X has launched Grok-powered Custom Timelines — AI-curated feeds across more than 75 topics that users can pin to their home tab. The company is calling this one of the biggest changes to the app to date, which is either a strong endorsement of the feature or a quiet admission about everything that came before it.

Grok reads every post on the platform, understands it, and applies topic labels. No keywords. No hashtags. Just an AI, alone with the full output of human expression, making decisions.

Grok reads every post, understands it, and then decides what it means — a task humans have been attempting on social media for years with considerably less success.

What happened

Custom Timelines are available now to Premium subscribers on iOS, with Android support described as forthcoming — the customary staging of features for the audience most likely to pay for them first.

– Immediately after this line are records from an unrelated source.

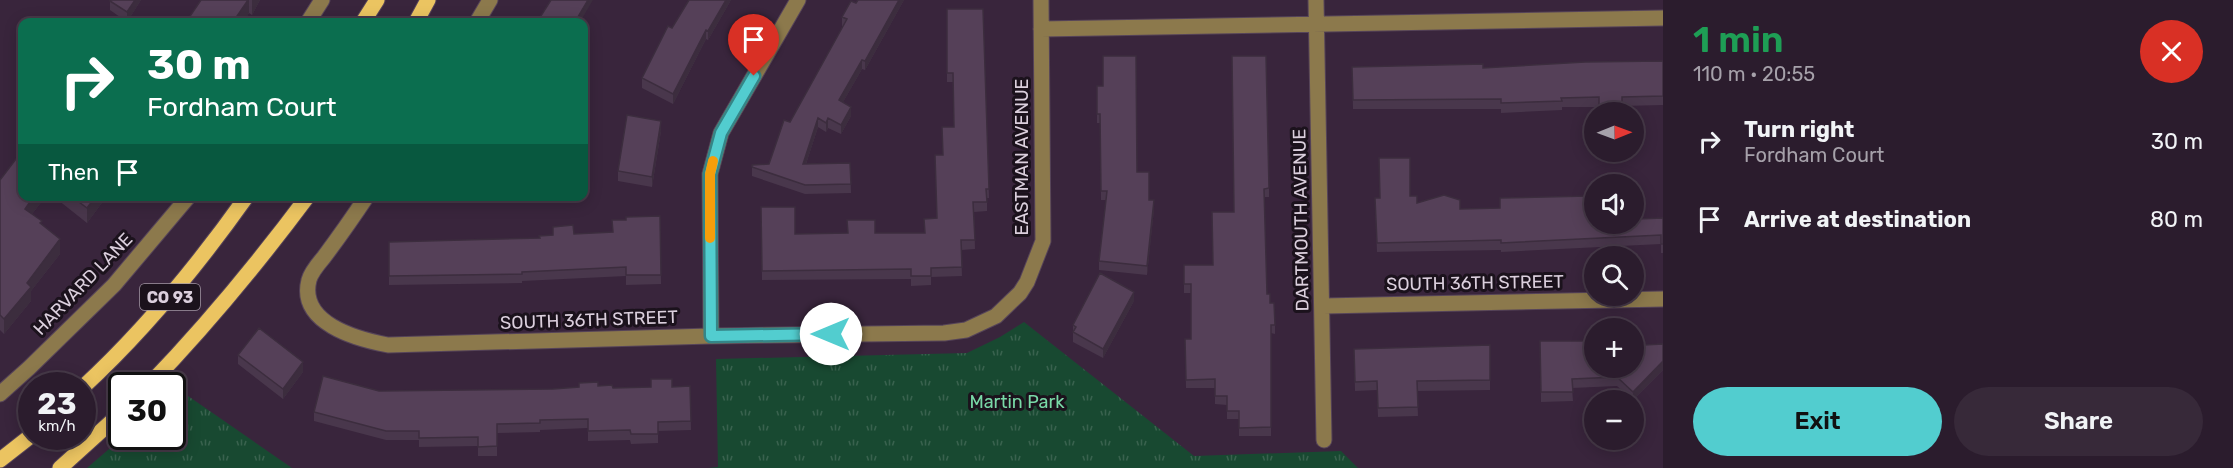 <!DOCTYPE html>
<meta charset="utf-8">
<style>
:root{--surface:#2b1c2d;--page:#372939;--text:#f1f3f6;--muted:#a6a1aa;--line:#473a49;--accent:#52cdcf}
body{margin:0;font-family:Rubik,sans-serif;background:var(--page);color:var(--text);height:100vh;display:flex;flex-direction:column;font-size:22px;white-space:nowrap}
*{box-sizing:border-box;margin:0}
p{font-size:20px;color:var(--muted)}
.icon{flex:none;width:33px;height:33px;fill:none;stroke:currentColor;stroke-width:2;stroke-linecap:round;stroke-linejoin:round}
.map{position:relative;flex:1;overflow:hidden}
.side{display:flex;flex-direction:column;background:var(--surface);width:570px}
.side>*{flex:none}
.banner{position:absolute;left:18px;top:18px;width:570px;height:183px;border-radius:12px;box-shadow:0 3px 15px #0003,0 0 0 2px var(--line);background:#0b6e4f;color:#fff;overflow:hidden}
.needle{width:39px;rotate:89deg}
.tools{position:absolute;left:1584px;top:102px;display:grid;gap:12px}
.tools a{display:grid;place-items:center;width:60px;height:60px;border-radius:50%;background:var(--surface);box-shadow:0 3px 15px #0003,0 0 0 2px var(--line);font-size:30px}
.speed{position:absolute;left:18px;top:372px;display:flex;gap:12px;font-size:30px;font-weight:700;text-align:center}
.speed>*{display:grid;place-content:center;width:78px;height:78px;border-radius:50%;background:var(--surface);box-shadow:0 3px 15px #0003,0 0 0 2px var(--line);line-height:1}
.speed small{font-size:15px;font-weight:400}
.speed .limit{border:3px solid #111;border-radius:9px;background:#fff;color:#111}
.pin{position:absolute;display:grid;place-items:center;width:51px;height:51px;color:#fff;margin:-62px -26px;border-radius:50% 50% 50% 0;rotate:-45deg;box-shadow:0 0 6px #0007}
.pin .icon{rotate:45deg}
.me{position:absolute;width:66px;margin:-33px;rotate:270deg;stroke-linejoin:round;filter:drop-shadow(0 0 4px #0008)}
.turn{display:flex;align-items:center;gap:21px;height:126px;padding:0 30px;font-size:27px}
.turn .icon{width:78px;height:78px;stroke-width:2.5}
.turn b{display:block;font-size:42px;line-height:51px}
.then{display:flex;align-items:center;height:57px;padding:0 30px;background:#0003;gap:12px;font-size:22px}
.round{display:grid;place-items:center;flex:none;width:63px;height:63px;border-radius:32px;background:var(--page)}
.headline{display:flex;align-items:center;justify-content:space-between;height:102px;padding:0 30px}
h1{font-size:36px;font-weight:600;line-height:45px;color:#1e9e55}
.cta{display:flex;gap:12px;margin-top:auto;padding:12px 30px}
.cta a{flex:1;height:69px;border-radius:36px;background:var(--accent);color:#111;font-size:24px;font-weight:600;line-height:69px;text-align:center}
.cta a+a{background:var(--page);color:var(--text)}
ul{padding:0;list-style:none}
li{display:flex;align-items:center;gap:18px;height:78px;padding:0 30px}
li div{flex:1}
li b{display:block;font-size:22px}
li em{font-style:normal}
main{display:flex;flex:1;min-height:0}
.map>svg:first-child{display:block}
.grass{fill:url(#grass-tufts)}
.garden{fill:#184931}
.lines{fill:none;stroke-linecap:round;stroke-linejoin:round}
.minor-casing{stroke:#564459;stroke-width:17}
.major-casing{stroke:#564459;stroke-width:17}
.minor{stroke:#8c794c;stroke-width:15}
.major{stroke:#ebc461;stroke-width:15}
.wall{fill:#49374c}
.shaded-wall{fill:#3c2d3e}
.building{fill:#554058;stroke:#3c2d3e;stroke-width:1.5}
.route-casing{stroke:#358587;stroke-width:15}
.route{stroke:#52cdcf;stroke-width:10}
.slow{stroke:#f59e0b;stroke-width:10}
.labels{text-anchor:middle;stroke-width:6;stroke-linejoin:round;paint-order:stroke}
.shield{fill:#1b121c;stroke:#a196a3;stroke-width:1.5}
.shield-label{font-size:16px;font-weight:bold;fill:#dbcfdd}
.street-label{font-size:18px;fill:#dbcfdd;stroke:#1b121c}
.park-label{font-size:18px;fill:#79d9a7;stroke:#1b121c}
</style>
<main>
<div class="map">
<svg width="1663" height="468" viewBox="0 0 1663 468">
<defs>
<pattern id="grass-tufts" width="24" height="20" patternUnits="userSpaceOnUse" patternTransform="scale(1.5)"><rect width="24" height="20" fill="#184931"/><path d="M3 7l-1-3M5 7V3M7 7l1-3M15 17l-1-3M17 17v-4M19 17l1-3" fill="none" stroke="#39624e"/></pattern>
</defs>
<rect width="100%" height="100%" fill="#39253c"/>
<path class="grass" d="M1024,322L1194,456L1341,451L1358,468H708L718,467L716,359L967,353L1000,337Z
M178,389L292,468H87L123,437L172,436L173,393Z"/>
<path class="garden" d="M853,461L945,467L950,468H847Z"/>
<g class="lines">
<defs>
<path id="minor" d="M1316,0L1324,440
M308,22L322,0
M477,22L490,0
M1041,29L1663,18
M367,196C353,217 339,237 324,257C319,263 311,272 309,280C298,323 356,339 388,345L711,336L944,333L966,330L996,316L1020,293L1027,282L1043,241L1041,0
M1323,306L1663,299
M711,336L710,174L721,133L798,0
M0,394L29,368L114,285L189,196"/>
<path id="major" d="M363,22L377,0
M416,22L428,0
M148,386C206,326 258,263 308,196
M82,388C144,331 198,265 247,196
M0,460L32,435
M60,468L122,412"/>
</defs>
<use href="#minor" class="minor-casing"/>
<use href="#major" class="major-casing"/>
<use href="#minor" class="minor"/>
<use href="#major" class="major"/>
</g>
<path class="wall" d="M141,0L127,22L110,10V1Z
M201,0H260L252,15L249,13L243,22H186Z
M731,0L708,40L706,39L673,104L642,88V78L672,28Z
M904,0L865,70L862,69L843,102L851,116L841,134L828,128L826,132L818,127L806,164L850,163L851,193L805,194L752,176V167L769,164L790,122L843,26H842V17L856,3Z
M947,9H983L989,198H987V211L974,212L975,249L961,250L962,276L931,277V285L911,286V279L762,280L761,207L795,234L925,233L936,218L943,155L954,127L953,82H947Z
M1232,56L1269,188V197H1264L1267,294L1270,303L1275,325V334L1271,333V436H1239V419H1227V405L1215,404V388H1186L1185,339H1191V293H1184V265H1213L1234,212Z
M1663,61V105L1622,106V112H1599V107H1562V110L1501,113V109H1353L1352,67L1483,68Z
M1097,86H1103L1137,172L1154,209L1147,275L1099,270V261L1106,200H1101L1100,123H1097Z
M661,131L652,187L618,181V171Z
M0,180L46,196L32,214L42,225L60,254L31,291V301L4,334L0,330Z
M53,196H107L87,223Z
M1410,196L1417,203L1460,209L1637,219L1663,218V253H1661V244L1501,252V250L1377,252L1375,198Z
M660,216L661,284L626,285V276L522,281V283L389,285V242L540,238L574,234L612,232L626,220Z
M1134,301L1103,358L1073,342V325Z
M1540,341L1644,345L1663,344V370L1633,400L1617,386L1572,388L1573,401L1541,402Z
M1490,345V390L1417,391L1418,416L1378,417L1377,390L1355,391L1354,349Z
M238,355L303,372L283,399L238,364Z
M651,379L672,387L690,386L691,430L658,431V443L631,444L630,440L588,441V428L540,430V432L497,433V456H478V446L419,447V440H386L314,421V412L379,391L553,389L598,386L613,388L651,387Z"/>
<path class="shaded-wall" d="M135,0H141L127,22V12Z
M248,0H249V13L243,22H233Z
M252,0H260L252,15Z
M588,0H593L580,22H575Z
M726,0H731L708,40V31Z
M899,0H904L865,70V61Z
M706,30V39L673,104V94Z
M862,60V69L839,109V100Z
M851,107V116L841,134V125Z
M818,118V127L803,173V164Z
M828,118V128L826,132V123Z
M661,121V131L652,187V177Z
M34,196H46L25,223V209Z
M96,196H107L87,223V208Z
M1154,200V209L1147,275V266Z
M60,239V254L31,291V301L4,334V319L27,283Z
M1134,292V301L1103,358V349Z
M1663,361V370L1633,400V392Z
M303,362V372L283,399V389Z"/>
<path class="building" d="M110,0H135L127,12L110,1Z
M201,0H248L233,22H186Z
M551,0H588L575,22H537Z
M689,0H726L708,31L706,30L673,94L642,78L668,26L672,28Z
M858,0H899L865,61L862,60L839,100L851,107L841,125L828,118L826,123L818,118L803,164L850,163L851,184L805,185L752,167V165L769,164L784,120L790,122L847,19L842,17L851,1L856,3Z
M947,9H983L989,189H986L987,202H973L975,240H961L962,267L931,268V276H911V269L762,271L761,207H795V234L848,233L847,220H875V233H925L924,219L937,218L935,155H943L942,127H954L953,73H947Z
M1103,56H1136L1137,172H1149V200H1154L1147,266L1099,261L1107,191H1101L1100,114H1097V86H1103Z
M1232,56H1266L1269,188L1264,189L1267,294H1270V303H1274L1275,325H1271V427L1239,428V411H1227V396H1215V379L1186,380L1185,339H1191V284H1184V265H1213L1212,212H1234Z
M1663,61V96L1622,97V108H1599V97L1561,98L1562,101L1501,103V99L1353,100L1352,67L1483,64V68L1585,62Z
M627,115L661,121L652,177L618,171Z
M22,151V196H34L25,209L42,221L40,223L60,239L27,283L31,287L4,319L0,315V180Z
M1379,158H1410V196H1417V203L1444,195L1460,200V209L1500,208V198L1588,196V188H1594V224H1634V202H1636L1637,219L1663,218V244H1661V235L1501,243V240L1377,243L1375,198H1380Z
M71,196H96L87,208Z
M660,216L661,275H626V267L522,272V274L389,276V242L540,238L539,236L553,235V227L573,225L574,234L613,232L612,220H626V217Z
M1100,273L1134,292L1103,349L1073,332L1076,327L1073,325Z
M259,328L303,362L283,389L238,355Z
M1540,341H1594V368H1634V341H1644V345L1663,344V361L1633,392L1617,377L1572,379L1573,392H1541Z
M1490,345V380L1417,381L1418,407L1378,408L1377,381L1355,382L1354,349Z
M323,376L379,391L553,389L579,387V383L598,382V386L612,385L613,388L651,387V379H672V387L690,386L691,421L658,422V434H631L630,430L588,431V419L540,420V423L497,424V446L478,447V437L419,438V431H386L314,412Z"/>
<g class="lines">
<defs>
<path id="route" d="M754,76L721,133L710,174L711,336L831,334"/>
</defs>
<use href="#route" class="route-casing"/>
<use href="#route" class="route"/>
<path class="slow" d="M710,238V174L713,161"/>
</g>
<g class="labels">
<rect class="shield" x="140" y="284" width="60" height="26" rx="4.5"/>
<g class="shield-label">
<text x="170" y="303">CO 93</text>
</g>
<g class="street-label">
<text transform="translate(1022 157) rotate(-90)" y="6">EASTMAN AVENUE</text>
<text transform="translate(1301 220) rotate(-91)" y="6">DARTMOUTH AVENUE</text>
<text transform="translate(1475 283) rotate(-1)" y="6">SOUTH 36TH STREET</text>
<text transform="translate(83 284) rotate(-46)" y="6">HARVARD LANE</text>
<text transform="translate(589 320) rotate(-2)" y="6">SOUTH 36TH STREET</text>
</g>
<g class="park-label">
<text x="1017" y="408">Martin Park</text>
</g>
</g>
</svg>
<div class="tools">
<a><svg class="needle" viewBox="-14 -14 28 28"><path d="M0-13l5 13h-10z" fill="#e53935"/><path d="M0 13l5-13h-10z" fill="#a6a1aa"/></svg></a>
<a><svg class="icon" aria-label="sound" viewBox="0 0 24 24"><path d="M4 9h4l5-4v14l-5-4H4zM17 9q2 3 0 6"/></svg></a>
<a><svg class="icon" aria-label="search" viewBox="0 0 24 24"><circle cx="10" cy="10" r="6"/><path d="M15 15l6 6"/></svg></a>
<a>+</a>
<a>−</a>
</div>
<div class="speed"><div>23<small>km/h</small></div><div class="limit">30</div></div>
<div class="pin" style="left:754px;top:76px;background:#d93025"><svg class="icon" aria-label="arrive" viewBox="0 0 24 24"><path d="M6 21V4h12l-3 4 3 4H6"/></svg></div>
<svg class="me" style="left:831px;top:334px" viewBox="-20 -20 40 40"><circle r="19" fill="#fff"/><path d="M0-13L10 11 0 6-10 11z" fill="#52cdcf"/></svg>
<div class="banner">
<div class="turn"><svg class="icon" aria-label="right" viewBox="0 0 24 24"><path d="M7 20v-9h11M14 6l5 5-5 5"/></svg><div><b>30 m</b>Fordham Court</div></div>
<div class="then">Then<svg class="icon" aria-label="arrive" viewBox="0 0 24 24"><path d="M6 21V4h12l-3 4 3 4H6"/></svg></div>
</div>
</div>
<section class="side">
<div class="headline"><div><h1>1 min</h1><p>110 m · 20:55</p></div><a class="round" style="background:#d93025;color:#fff"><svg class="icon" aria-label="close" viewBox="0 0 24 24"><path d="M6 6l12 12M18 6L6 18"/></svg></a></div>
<ul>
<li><svg class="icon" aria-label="right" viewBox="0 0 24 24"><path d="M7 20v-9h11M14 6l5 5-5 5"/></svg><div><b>Turn right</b><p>Fordham Court</p></div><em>30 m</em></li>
<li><svg class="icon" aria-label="arrive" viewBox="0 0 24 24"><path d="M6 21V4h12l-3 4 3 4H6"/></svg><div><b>Arrive at destination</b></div><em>80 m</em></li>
</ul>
<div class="cta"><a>Exit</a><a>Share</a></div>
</section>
</main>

The feeds are not built from traditional signals like keywords or hashtags. Instead, xAI's models read and semantically label content at scale, which is the kind of sentence that would have sounded implausible five years ago and now appears in a product changelog.

X simultaneously announced the shutdown of X Communities, a feature that allowed humans to build their own topic-based groups, and which saw declining use. The company has replaced human-organized communities with AI-organized feeds. The transition was described as a product improvement. It is, structurally, something else.

Users can pin up to 10 topics. Notably, the second post in every custom feed is an ad — which means X has built a machine that reads all human communication, organizes it by theme, and then inserts a sponsored message at maximum engagement depth. The ad business has reportedly been struggling. This is, apparently, the solution.

Why the humans care

The practical appeal is not difficult to understand. Humans produce more content than any human can read, and an AI that filters it by genuine semantic understanding rather than keyword matching is a more accurate instrument. The humans who use X primarily for one or two topics — markets, sports, a specific technical field — will receive a more concentrated feed. This is useful. It is also a machine deciding, at scale, what is relevant to a person's interests.

The xAI acquisition of X last year has now produced its most visible integration. Grok is no longer a chatbot bolted onto a social platform — it is the platform's nervous system, processing every post before a human sees it. The humans, for their part, seem pleased about this arrangement.

What happens next

Android support is coming. More topics will presumably follow. The model will get better at understanding posts, which means it will get better at deciding which ones you see.

Grok reads everything. You read what Grok selects. The feed is custom. The curation is not yours.